# Linear Regression & GLMs — Student Lab

Complete all TODOs. Avoid sklearn for core parts.

In [1]:
import numpy as np

def check(name: str, cond: bool):
    if not cond:
        raise AssertionError(f'Failed: {name}')
    print(f'OK: {name}')

rng = np.random.default_rng(0)

## Section 0 — Synthetic Dataset (with collinearity)
We generate data where features can be highly correlated to motivate ridge.

In [2]:
def make_regression(n=250, d=5, noise=0.5, collinear=True):
    X = rng.standard_normal((n, d))
    if collinear and d >= 2:
        X[:, 1] = X[:, 0] + 0.05 * rng.standard_normal(n)
    w_true = rng.standard_normal(d)
    y = X @ w_true + noise * rng.standard_normal(n)
    return X, y, w_true

X, y, w_true = make_regression()
n, d = X.shape
check('shapes', y.shape == (n,))
print('corr(x0,x1)=', np.corrcoef(X[:,0], X[:,1])[0,1])

OK: shapes
corr(x0,x1)= 0.9984746876366171


## Section 1 — OLS Closed Form

### Task 1.1: Closed-form w_hat using solve

# TODO: compute w_hat using solve on (X^T X) w = X^T y
# HINT: `XtX = X.T@X`, `Xty = X.T@y`, `np.linalg.solve(XtX, Xty)`

**Checkpoint:** Why is explicit inverse discouraged?

explicit inverse is more unstable and computationally expensive.

In [None]:
# TODO
XtX = X.T @ X
Xty = X.T @ y
w_hat = np.linalg.solve(XtX, Xty) 
 
check('w_shape', w_hat.shape == (d,))

OK: w_shape


### Task 1.2: Evaluate fit + residuals
Compute:
- predictions y_pred
- MSE
- residual mean and std

**Interview Angle:** What does a structured residual pattern imply (e.g., nonlinearity)?

it imples current model is not exactly suitable. it failed to capture a pattern. we should try others models. for example, if the current model is a linear model. we should try polynomial model or see if all features are included in linear model or look for any corelation errors.

In [17]:
# TODO
y_pred = np.dot(X, w_hat) # predicting y from X and w_hat : y_pred = X * w_hat
mse = float(np.mean((y - y_pred) ** 2)) # mean squared error between y and y_pred
resid = y_pred - y # residuals between y_pred and y

print('mse', mse, 'resid_mean', resid.mean(), 'resid_std', resid.std())
check('finite', np.isfinite(mse))

mse 0.260799382964824 resid_mean 0.022970458235497877 resid_std 0.5101683457578245
OK: finite


## Section 2 — Gradient Descent

### Task 2.1: Implement MSE loss + gradient

Loss = mean((Xw-y)^2), grad = (2/n) X^T(Xw-y)

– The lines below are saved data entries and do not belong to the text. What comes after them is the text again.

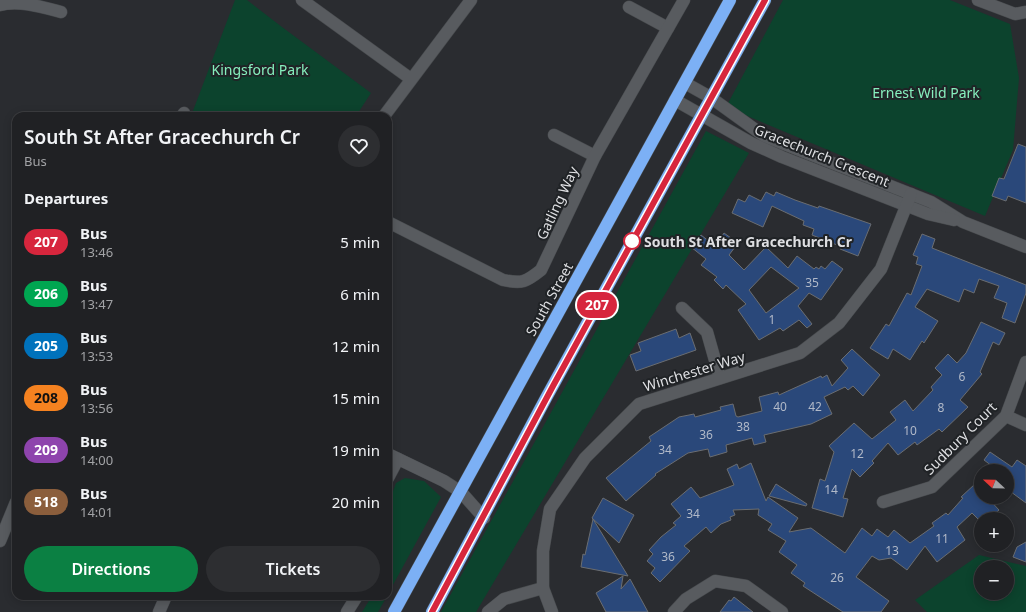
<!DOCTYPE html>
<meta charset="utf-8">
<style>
:root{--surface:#202124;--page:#2d2e31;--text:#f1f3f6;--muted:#a2a3a6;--line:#3d3e41;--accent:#0b8043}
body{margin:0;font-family:"Noto Sans",sans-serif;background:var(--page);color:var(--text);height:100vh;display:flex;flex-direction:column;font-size:15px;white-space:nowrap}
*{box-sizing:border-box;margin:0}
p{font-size:13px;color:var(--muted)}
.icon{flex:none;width:22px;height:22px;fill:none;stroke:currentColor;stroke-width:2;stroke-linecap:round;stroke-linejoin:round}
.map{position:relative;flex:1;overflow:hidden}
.drawer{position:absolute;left:12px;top:112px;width:380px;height:488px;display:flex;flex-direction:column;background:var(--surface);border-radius:12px;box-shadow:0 2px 10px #0003,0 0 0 1px var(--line)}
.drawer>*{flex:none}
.badge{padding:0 8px;border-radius:13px;font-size:14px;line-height:26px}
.needle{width:26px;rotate:292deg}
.tools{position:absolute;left:974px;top:464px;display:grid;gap:8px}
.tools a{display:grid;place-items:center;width:40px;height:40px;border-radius:50%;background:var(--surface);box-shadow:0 2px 10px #0003,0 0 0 1px var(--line);font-size:20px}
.map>.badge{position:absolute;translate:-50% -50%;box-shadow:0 0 0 2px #fff}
h2{padding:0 12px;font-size:15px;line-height:36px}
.round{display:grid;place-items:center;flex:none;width:42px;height:42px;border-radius:21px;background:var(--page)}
.head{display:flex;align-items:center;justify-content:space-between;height:68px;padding:0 12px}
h1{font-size:19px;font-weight:600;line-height:30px}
.primary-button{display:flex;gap:8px;margin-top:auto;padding:8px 12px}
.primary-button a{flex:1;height:46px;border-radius:24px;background:var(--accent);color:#fff;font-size:16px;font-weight:600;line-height:46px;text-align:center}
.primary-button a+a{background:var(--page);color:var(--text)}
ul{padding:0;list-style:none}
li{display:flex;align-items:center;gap:12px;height:52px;padding:0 12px}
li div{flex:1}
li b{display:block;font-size:15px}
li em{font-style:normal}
li .badge{min-width:44px;font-weight:700;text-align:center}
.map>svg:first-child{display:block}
</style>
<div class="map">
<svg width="1026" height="612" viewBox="0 0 1026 612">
<rect width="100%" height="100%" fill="#2a2c30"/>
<g fill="#0c432d" fill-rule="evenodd">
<polygon points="235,0 247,0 282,27 371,93 356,116 191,116"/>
<polygon points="783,0 950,0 1010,24 1019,78 1013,150 985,216 726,107"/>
<polygon points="706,131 749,153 476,612 441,612"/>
<polygon points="405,478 424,481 441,497 388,594 388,570 392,564 391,509 392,494 396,483"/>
<path d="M979 555 1026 566V612H927L915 600ZM981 567H1007V593H981Z"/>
<polygon points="372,596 387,596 378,612 362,612"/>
</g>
<g fill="#2a487a" stroke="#6a6d71" fill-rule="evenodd">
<polygon points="1018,144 1026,147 1026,203 1008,196 1006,201 992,196 999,178 1004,179"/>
<polygon points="766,192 774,196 776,192 795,200 818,208 819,206 871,224 858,256 840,249 842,247 812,235 814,229 803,225 804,221 772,206 763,227 732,213 738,199 745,202 749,195 761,201"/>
<path d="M724 233 738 243 729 255 744 270 766 247 788 268 797 256 814 269 816 267 819 269 821 266 825 269 832 261 843 269 821 300 809 293 798 306 812 324 807 328 799 320 783 331 780 328 759 340 738 310 746 304 726 285 723 289 714 280 717 277 701 265 706 259 691 247 701 235 715 246ZM771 267 799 288 766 313 749 290Z"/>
<polygon points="922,234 935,239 932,248 1026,285 1026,293 1015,323 1002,318 1007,303 994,298 999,286 979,279 974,293 964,289 959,302 927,289 915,307 938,321 924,343 922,341 910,360 893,349 888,359 870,348 886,324 889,326 907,293 911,295 922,266 916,264 918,257 913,255"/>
<polygon points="981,322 1005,333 999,345 993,342 980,372 982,374 960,400 968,407 942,432 939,429 917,445 915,442 898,455 888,443 872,461 874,463 860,477 852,469 843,498 848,499 843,517 812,508 820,479 825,481 834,452 829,446 854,423 872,439 896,420 890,412 905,400 913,411 933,390 931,387 942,375 935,368 948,354 957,363 966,353"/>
<polygon points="676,329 679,338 690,333 696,350 636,371 630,355 641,351 638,343"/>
<polygon points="852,349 880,375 863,396 853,386 848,390 845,387 824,397 832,414 811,424 764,435 766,442 754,445 752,438 726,445 727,452 710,457 708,449 688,453 655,474 656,475 626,501 606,478 651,441 649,437 679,417 694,414 695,417 721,410 720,407 733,404 736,416 738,417 762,411 759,397 778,392 779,395 821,376 822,378 827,375 832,386 848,368 841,360"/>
<polygon points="990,452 1012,467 1017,460 1026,466 1026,503 1007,489 1007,471 989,471 992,466 984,460"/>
<polygon points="751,463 766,501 768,497 798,518 789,532 811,528 845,553 862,528 872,536 877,529 888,537 894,530 910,543 934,526 932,523 946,513 948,515 963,498 961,497 975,484 981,490 981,497 987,497 999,510 989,519 978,519 972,513 957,527 965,540 937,562 925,546 907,570 891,558 879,560 872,556 856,577 889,601 881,612 843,612 803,586 805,583 791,573 797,565 779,552 786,541 768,530 772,524 758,515 759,509 733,510 735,515 730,517 731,520 721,524 711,533 706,527 684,546 690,551 660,582 651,573 655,568 647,561 653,554 649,550 661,537 676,525 673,523 681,516 671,504 691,487 700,498 734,485 727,469 737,464 739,469"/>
<polygon points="776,484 807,504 806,506 769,496"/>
<polygon points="603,498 634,515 619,543 592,518"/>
<polygon points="593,519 628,576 581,567 583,554 585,555"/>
<polygon points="1026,542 1026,562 1013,557 1017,547"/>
<polygon points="623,576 621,589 630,579 648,612 606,612 596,593"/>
<polygon points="734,597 753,612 720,612 729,600 731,601"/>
</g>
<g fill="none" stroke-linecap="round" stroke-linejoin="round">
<defs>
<g id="minor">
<polyline points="302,0 411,79"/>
<polyline points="978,0 1015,14 1026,12"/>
<path d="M0 5C19 0 42 7 61 12"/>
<polyline points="629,7 668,28"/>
<polyline points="685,83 710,97 764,136 931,202 963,222 1026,247"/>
<polyline points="675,100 751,143 782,157 928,214 954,220"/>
<polyline points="182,116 184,113"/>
<polyline points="384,116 471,0"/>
<polyline points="554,135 595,156"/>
<path d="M388 222 503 280C522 284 526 282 541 270L595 156 684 0"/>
<polyline points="682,308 707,332 720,378"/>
<polyline points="1006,416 1026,425"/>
<polyline points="388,454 444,481 461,492 484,518"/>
<polyline points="388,478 398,459"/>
<polyline points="883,502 932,487 1006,416 1026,362"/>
<polyline points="0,541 16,502"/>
<polyline points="159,612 166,596"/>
<polyline points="347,612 357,596"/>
<polyline points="488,612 504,599 543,588"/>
<polyline points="552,612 543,588 543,551 550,509 585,458 639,404 800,353 839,323 881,269 911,194"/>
<polyline points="674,612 686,599 715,581 746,586 782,612"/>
</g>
<g id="highway">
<polyline points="394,612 730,0"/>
<polyline points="432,612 546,398 765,0"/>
</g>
</defs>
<use href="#minor" stroke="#474a4d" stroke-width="13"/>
<use href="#highway" stroke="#474a4d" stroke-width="13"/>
<use href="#minor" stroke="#585b5f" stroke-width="12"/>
<use href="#highway" stroke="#7cb0f5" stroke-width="12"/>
</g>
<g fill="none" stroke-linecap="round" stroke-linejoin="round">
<defs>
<polyline id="line" points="432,612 553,386 765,0"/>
</defs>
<use href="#line" stroke="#fff" stroke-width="9"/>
<use href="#line" stroke="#d7263d" stroke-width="6"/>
</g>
<circle fill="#fff" stroke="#d7263d" stroke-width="2" cx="632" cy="241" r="8"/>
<g text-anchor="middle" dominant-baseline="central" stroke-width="4" stroke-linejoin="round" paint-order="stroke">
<g font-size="12" fill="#b1b9c8">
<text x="812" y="282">35</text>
<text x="772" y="319">1</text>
<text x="962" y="376">6</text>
<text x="780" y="406">40</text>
<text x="815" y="406">42</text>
<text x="941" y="407">8</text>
<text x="743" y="426">38</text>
<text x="910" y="430">10</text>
<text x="706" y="434">36</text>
<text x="665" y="449">34</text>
<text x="857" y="453">12</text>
<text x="831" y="489">14</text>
<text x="693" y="513">34</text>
<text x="942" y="538">11</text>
<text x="892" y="550">13</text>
<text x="668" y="556">36</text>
<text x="837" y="577">26</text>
</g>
<g font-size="14" fill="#86efbd" stroke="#202326">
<text x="260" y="69">Kingsford Park</text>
<text x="926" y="92">Ernest Wild Park</text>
</g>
<g font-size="14" fill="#dedfe2" stroke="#202326">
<text transform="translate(822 155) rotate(22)">Gracechurch Crescent</text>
<text transform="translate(557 203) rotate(-65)">Gatling Way</text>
<text transform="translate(549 299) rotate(-61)">South Street</text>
<text transform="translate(694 371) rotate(-17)">Winchester Way</text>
<text transform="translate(960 438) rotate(-45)">Sudbury Court</text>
</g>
<g font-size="14" font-weight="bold" fill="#dedfe2" stroke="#202326" text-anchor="start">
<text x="644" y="241">South St After Gracechurch Cr</text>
</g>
</g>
</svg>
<div class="tools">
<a><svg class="needle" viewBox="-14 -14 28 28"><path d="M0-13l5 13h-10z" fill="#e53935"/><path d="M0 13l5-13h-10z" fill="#a2a3a6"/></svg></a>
<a>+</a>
<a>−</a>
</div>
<b class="badge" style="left:597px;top:305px;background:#d7263d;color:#fff">207</b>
<section class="drawer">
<div class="head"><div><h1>South St After Gracechurch Cr</h1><p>Bus</p></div><a class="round"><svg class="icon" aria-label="heart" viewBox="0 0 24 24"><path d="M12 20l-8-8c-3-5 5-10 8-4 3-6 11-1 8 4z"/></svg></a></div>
<h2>Departures</h2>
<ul>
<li><span class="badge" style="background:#d7263d;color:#fff">207</span><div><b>Bus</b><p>13:46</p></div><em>5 min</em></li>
<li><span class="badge" style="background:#00a651;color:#fff">206</span><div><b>Bus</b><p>13:47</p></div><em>6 min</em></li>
<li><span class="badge" style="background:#0072bc;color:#fff">205</span><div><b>Bus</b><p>13:53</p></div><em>12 min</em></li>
<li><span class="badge" style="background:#f58220;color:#111">208</span><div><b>Bus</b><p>13:56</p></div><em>15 min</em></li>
<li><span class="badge" style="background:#8e44ad;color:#fff">209</span><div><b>Bus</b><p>14:00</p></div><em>19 min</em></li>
<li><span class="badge" style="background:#8b5e3c;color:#fff">518</span><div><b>Bus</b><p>14:01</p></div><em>20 min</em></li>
</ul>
<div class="primary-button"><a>Directions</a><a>Tickets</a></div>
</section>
</div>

# TODO: implement `mse_loss_and_grad`

**FAANG gotcha:** shapes and constants.

In [None]:
def mse_loss_and_grad(X, y, w):
    # TODO
    X = np.asarray(X, dtype=np.float64)
    y = np.asarray(y, dtype=np.float64)
    w = np.asarray(w, dtype=np.float64)
    
    r = X @ w - y
    """
    in class we used (1/n) sum r_i^2 for loss function formula. Here I used (1/2n) sum r_i^2.
    because many standard reference books were using this form. I hoope it's ok.
    gradient formula is adusted accordingly.
    """
    loss = 0.5 * np.mean(r ** 2) # mean squared error loss
    grad = (X.T @ r) / X.shape[0] # gradient of loss
    return loss, grad

w0 = np.zeros(d)
loss0, g0 = mse_loss_and_grad(X, y, w0)
check('grad_shape', g0.shape == (d,))
check('finite_loss', np.isfinite(loss0))

OK: grad_shape
OK: finite_loss


### Task 2.2: Train with GD + compare to closed-form

# TODO: implement a simple GD loop, track loss, and compare final weights to w_hat.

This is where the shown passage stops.